Now, we will review the St. Petersburg two envelope problem (cf. D.J. Chalmers, "The St. Petersburg Two-Envelope Paradox," Analysis, Vol.62, 155-157, (2002)).

Problem 9.8 [The St. Petersburg two envelope problem] The host presents you with a choice between two envelopes (i.e., Envelope A and Envelope B). You are told that each of them contains an amount determined by the following procedure, performed separately for each envelope:
 $(\sharp):$ a coin was flipped until it came up heads, and if it came up heads on the $k$-th trial, $2^k$ is put into the envelope. This procedure is performed separately for each envelope.
You choose randomly (by a fair coin toss) one envelope. For example, assume that the envelope is Envelope A. And therefore, the host get Envelope $B$. You find $2^m$ dollars in the envelope $A$. Now you are offered the options of keeping A (=your envelope) or switching to B (= host's envelope ). What should you do?

You reason that, before opening the envelopes A and B, the expected values $E(x)$ and $E(y)$ in A and B is infinite respectively. That is because \begin{align} 1 \times \frac{1}{2}+ 2 \times \frac{1}{2^2}+ 2^2 \times \frac{1}{2^3}+ \cdots =\infty \end{align} For any $2^m$, if you knew that A contained $x=2^m$ dollars, then the expected value $E(y)$ in B would still be infinite. Therefore, you should switch to B. But this seems clearly wrong, as your information about A and B is symmetrical. This is the famous St. Petersburg two-envelope paradox (i.e., "The Other Person's Envelope is Always Greener" ).
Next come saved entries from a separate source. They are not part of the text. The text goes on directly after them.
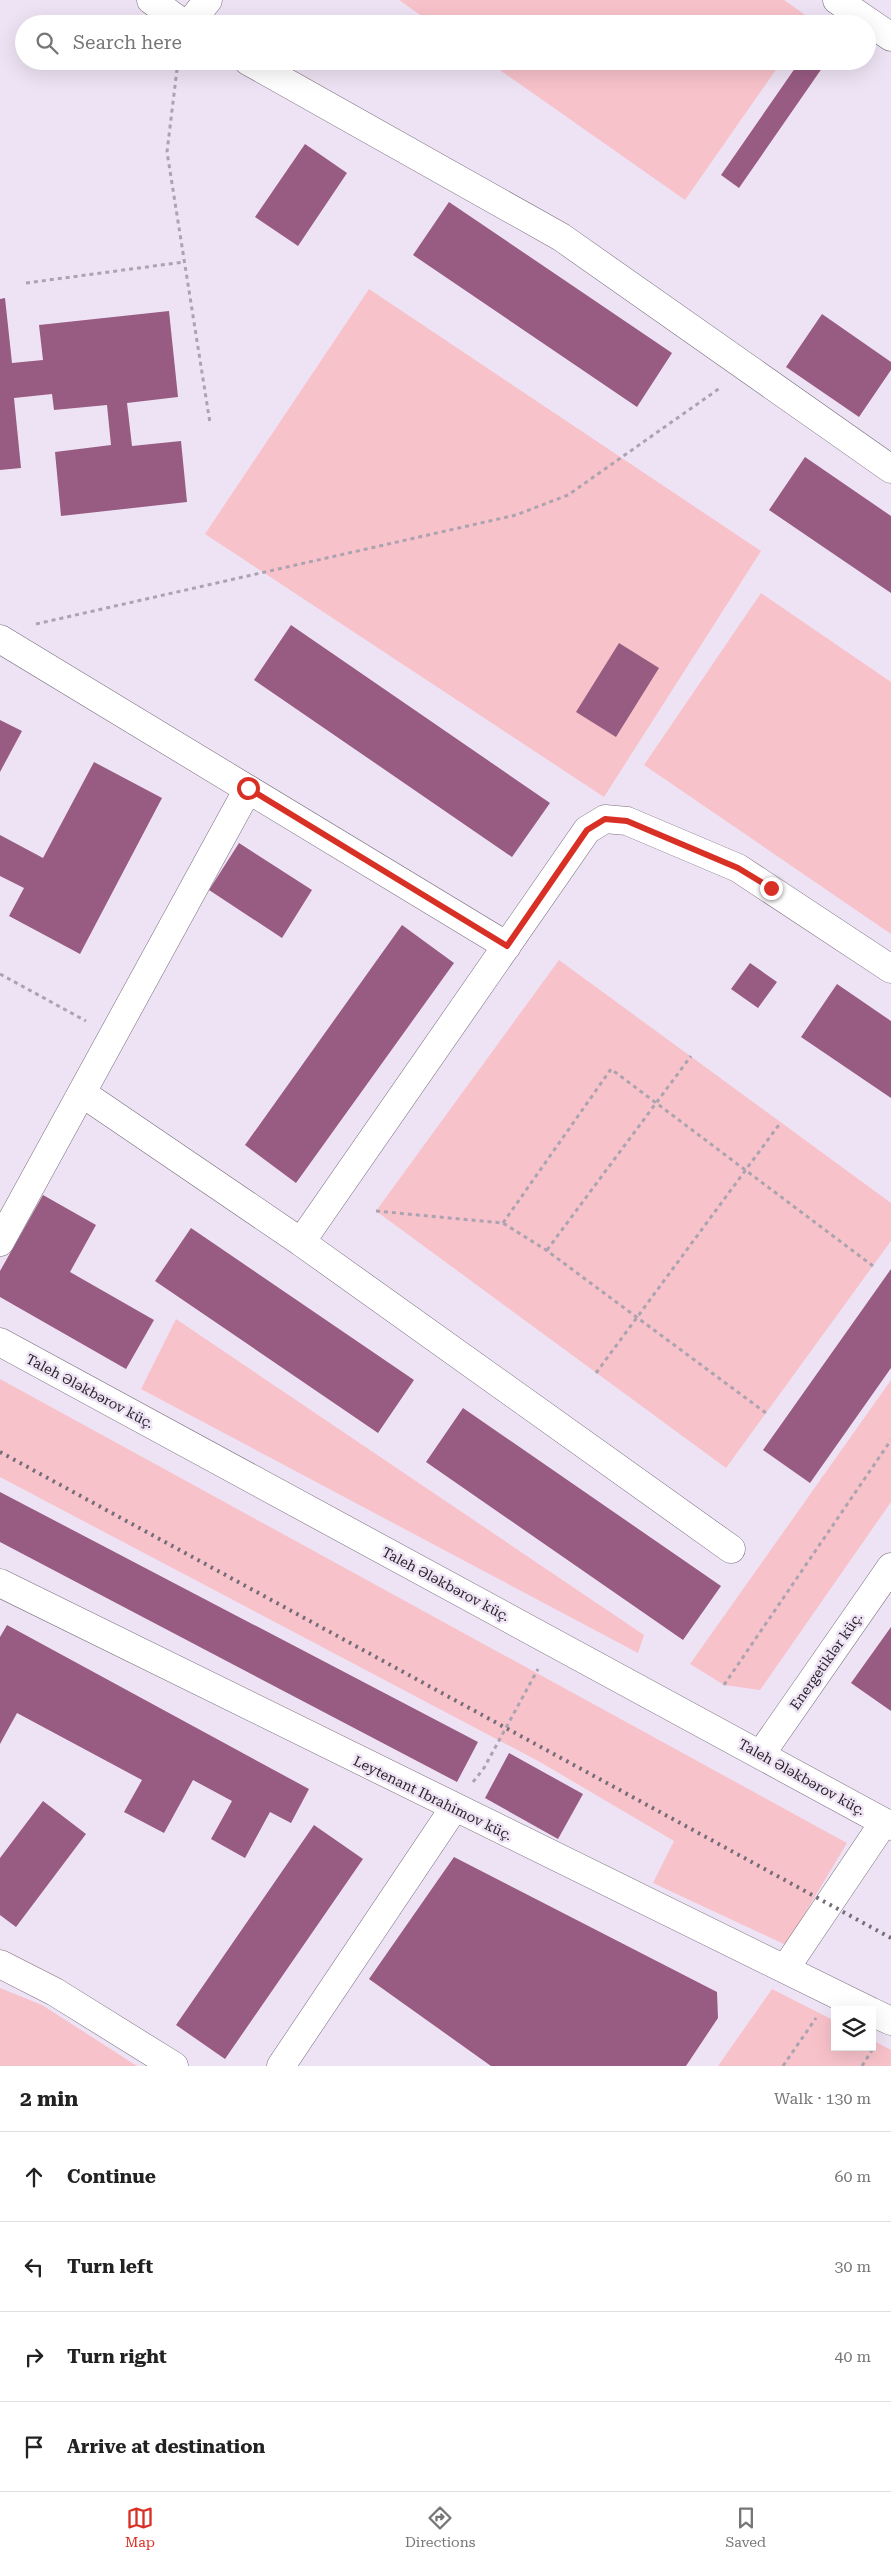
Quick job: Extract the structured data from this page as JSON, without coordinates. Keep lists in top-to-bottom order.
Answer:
{
  "streets": {
    "street": ["Taleh Ələkbərov küç.", "Energetiklər küç.", "Leytenant Ibrahimov küç."]
  },
  "crossings": [
    ["Taleh Ələkbərov küç.", "Energetiklər küç."]
  ],
  "page": {
    "search": "Search here",
    "heading": ["2 min", "Walk · 130 m"],
    "list": [
      ["Continue", "60 m"],
      ["Turn left", "30 m"],
      ["Turn right", "40 m"],
      "Arrive at destination"
    ],
    "nav": ["Map", "Directions", "Saved"]
  }
}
(P2): St. Petersburg two envelope problem: classical mixed measurement

Define the state space $\Omega$ such that $\Omega=\{\omega= 2^k \; |\; k=1,2, \cdots \}$, with the discrete metric and the counting measure $\nu$. And define the exact observable ${\mathsf O}=(X, {\mathcal F}, F )$ in $L^\infty(\Omega, \nu )$ such that

\begin{align*} & X= \Omega, \quad {\mathcal F}=2^X \equiv \{ \Xi \;|\; \Xi \subseteq X \} \\ & [F(\Xi)](\omega) = \chi_{{}_\Xi} (\omega ) \equiv \begin{cases} 1 \quad & ( \omega \in \Xi ) \\ 0 \quad & (\omega \notin \Xi ) \end{cases} \qquad (\forall \Xi \in {\mathcal F}, \forall \omega \in \Omega ) \end{align*}

Define the mixed state $w$ ($\in L^1_{+1}(\Omega, \nu )$, i.e., the probability density function on $\Omega$) such that

\begin{align*} w_0(\omega) = 2^{-k} \quad (\forall \omega = {2^k} \in \Omega ). \end{align*}

Consider the mixed measurement ${\mathsf M}_{L^\infty (\Omega, \nu )} ({\mathsf O}=(X, {\mathcal F}, F ), {\overline S}_{[\ast]}(w_0) )$. Axiom${}^{{\rm (m)}}$ 1(C$_1$) says that

 $(A):$ the probability that a measured value $2^k$ is obtained by ${\mathsf M}_{L^\infty (\Omega )} ({\mathsf O}=(X, {\mathcal F}, F ),$ ${\overline S}_{[\ast]}(w_0))$ is given by $2^{-k}$.
Therefore, the expectation of the measured value is calculated as follows. \begin{align*} E= \sum_{k=1}^\infty 2^k \cdot 2^{-k}= \infty \end{align*}

Note that you knew that A contained $x=2^m$ dollars (and thus, $E =\infty > 2^m$). There is a reason to consider that the switching to $B$ is an advantage.

Remark 9.9 After you get a measured value $2^m$ from the envelope $A$, you can guess (also see Bayes theorem later) that the probability density function $w_0$ changes to the new $w_1$ such that $w_1 ( 2^m) = 1, w_1 ( 2^k) = 0 ( k \not= m )$. Thus, now your information about $A:w_1$ and $B:w_0$ is not symmetrical (under Bayesian statistics (cf. $\S$9.4)). Hence, in this case, it is true: "The Other Person's envelope is Always Greener".

$\fbox{Note 9.2}$ There are various criterions except the expectaion. For example, consider the criterion such that
 $(\sharp):$ the probability that the switching is disadvantageous" $< \frac{1}{2}$
Under this criterion, it is reasonable to judge that $$\begin{cases} m = 1 &\Longrightarrow \mbox{switching to B} \\ m=2,3,... & \Longrightarrow \mbox{keeping A} \end{cases}$$